---------- AVAILABLE RECORDS
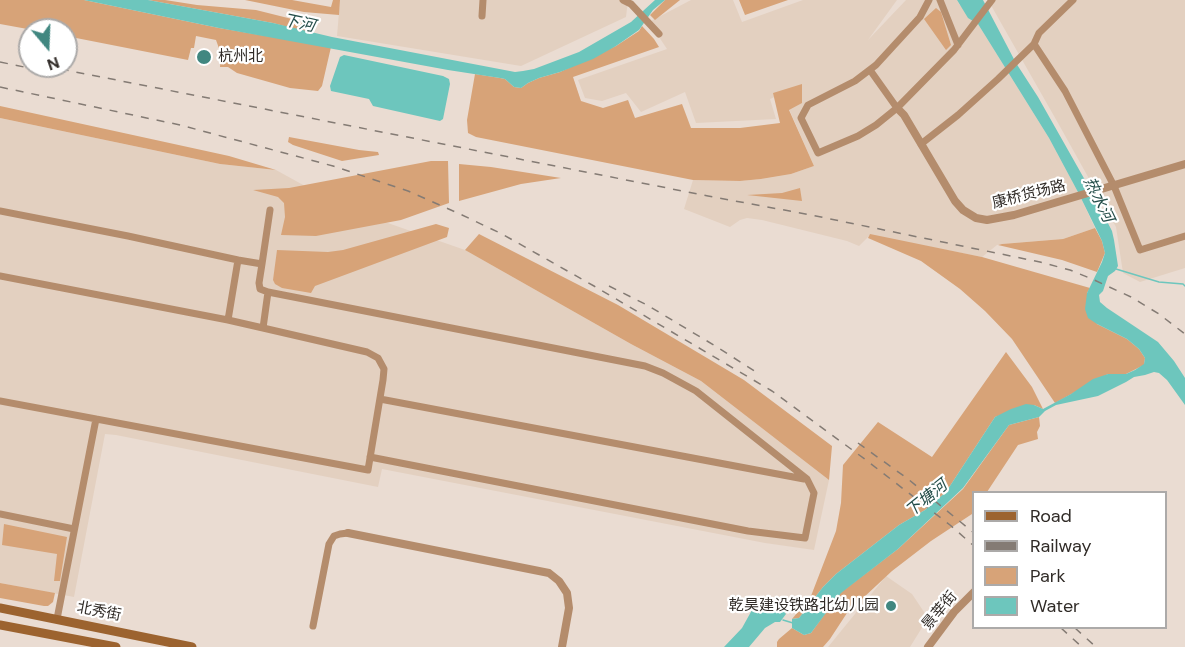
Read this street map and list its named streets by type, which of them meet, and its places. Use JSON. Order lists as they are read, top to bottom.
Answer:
{
  "streets": {
    "main road": ["北秀街"],
    "street": ["康桥货场路", "景莘街"]
  },
  "water": ["下河", "热水河", "下塘河"],
  "places": ["杭州北", "乾昊建设铁路北幼儿园"],
  "legend": [
    "Road",
    "Railway",
    "Park",
    "Water"
  ],
  "north": "bottom"
}
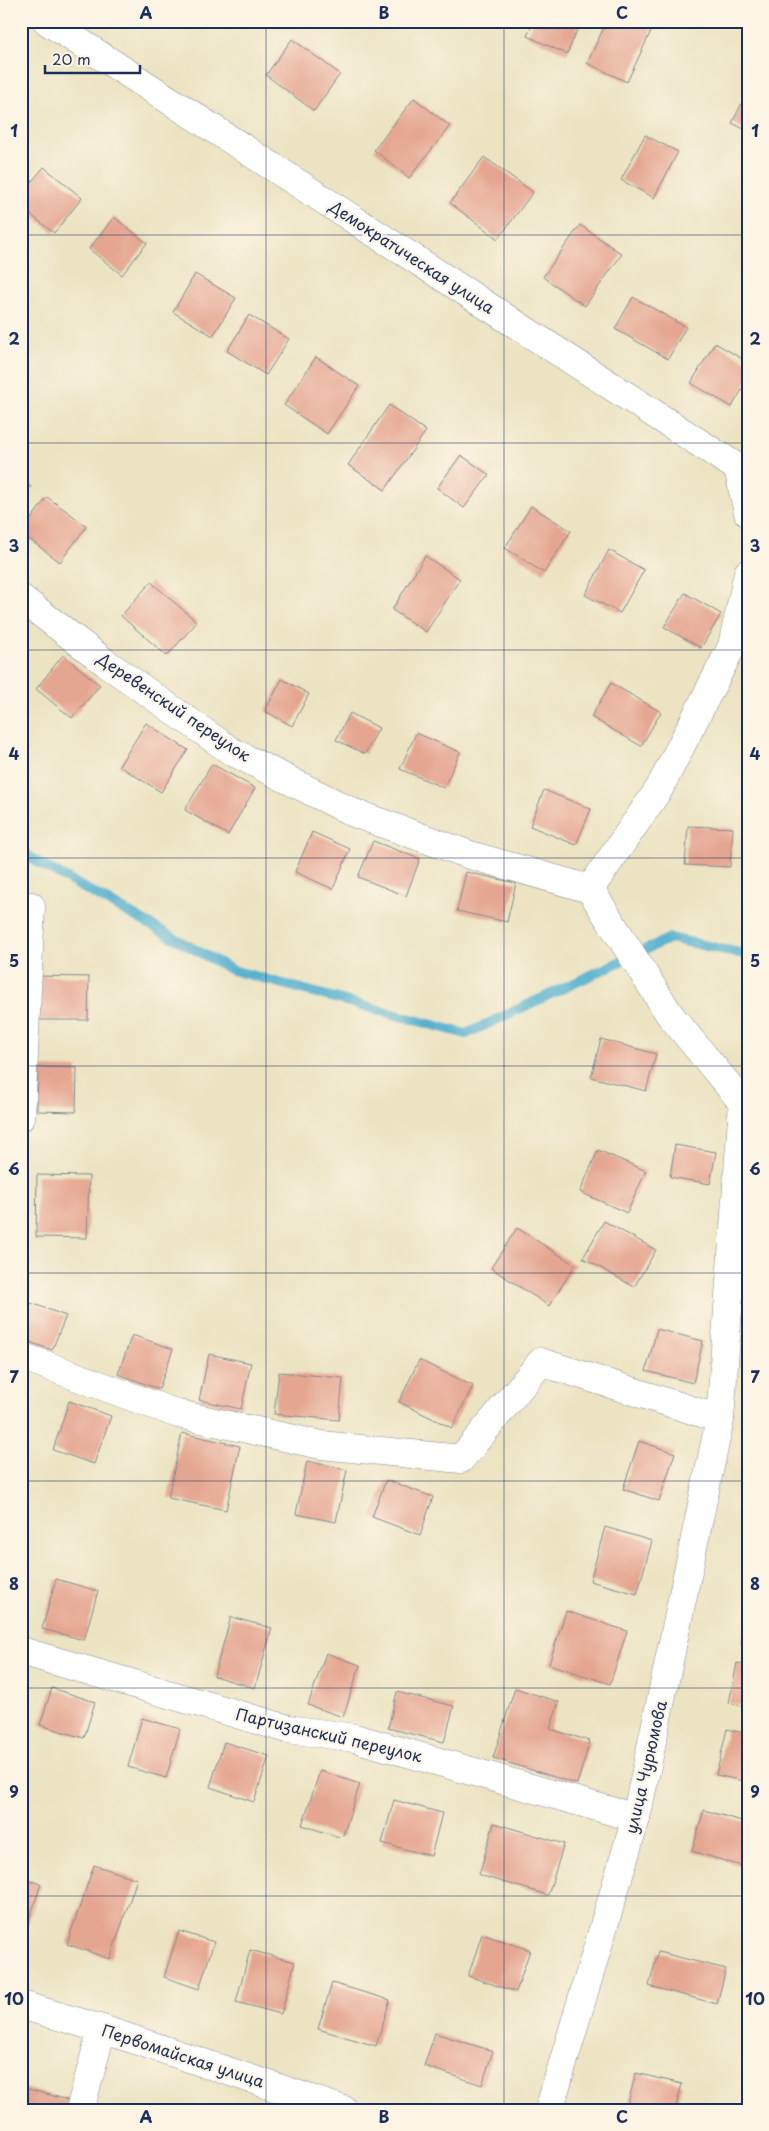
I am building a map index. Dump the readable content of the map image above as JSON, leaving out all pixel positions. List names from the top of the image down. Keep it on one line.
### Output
{"streets":{"street":["Демократическая улица","Деревенский переулок","Партизанский переулок","улица Чурюмова","Первомайская улица"]},"crossings":[["Деревенский переулок","улица Чурюмова"],["Партизанский переулок","улица Чурюмова"]],"scale_bar":"20 m","grid":{"columns":["A","B","C"],"rows":["1","2","3","4","5","6","7","8","9","10"]}}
--------------------
▸ **REQUIRED ACTION**: Please set the data above down exactly, with the pictures removed.

▸ **ANSWER SECTION**:
Read this street map and list its named streets by type, which of them meet, and its places. Use JSON. Order lists as they are read, top to bottom.
Answer:
{
  "streets": {
    "main road": ["北秀街"],
    "street": ["康桥货场路", "景莘街"]
  },
  "water": ["下河", "热水河", "下塘河"],
  "places": ["杭州北", "乾昊建设铁路北幼儿园"],
  "legend": [
    "Road",
    "Railway",
    "Park",
    "Water"
  ],
  "north": "bottom"
}
I am building a map index. Dump the readable content of the map image above as JSON, leaving out all pixel positions. List names from the top of the image down. Keep it on one line.
### Output
{"streets":{"street":["Демократическая улица","Деревенский переулок","Партизанский переулок","улица Чурюмова","Первомайская улица"]},"crossings":[["Деревенский переулок","улица Чурюмова"],["Партизанский переулок","улица Чурюмова"]],"scale_bar":"20 m","grid":{"columns":["A","B","C"],"rows":["1","2","3","4","5","6","7","8","9","10"]}}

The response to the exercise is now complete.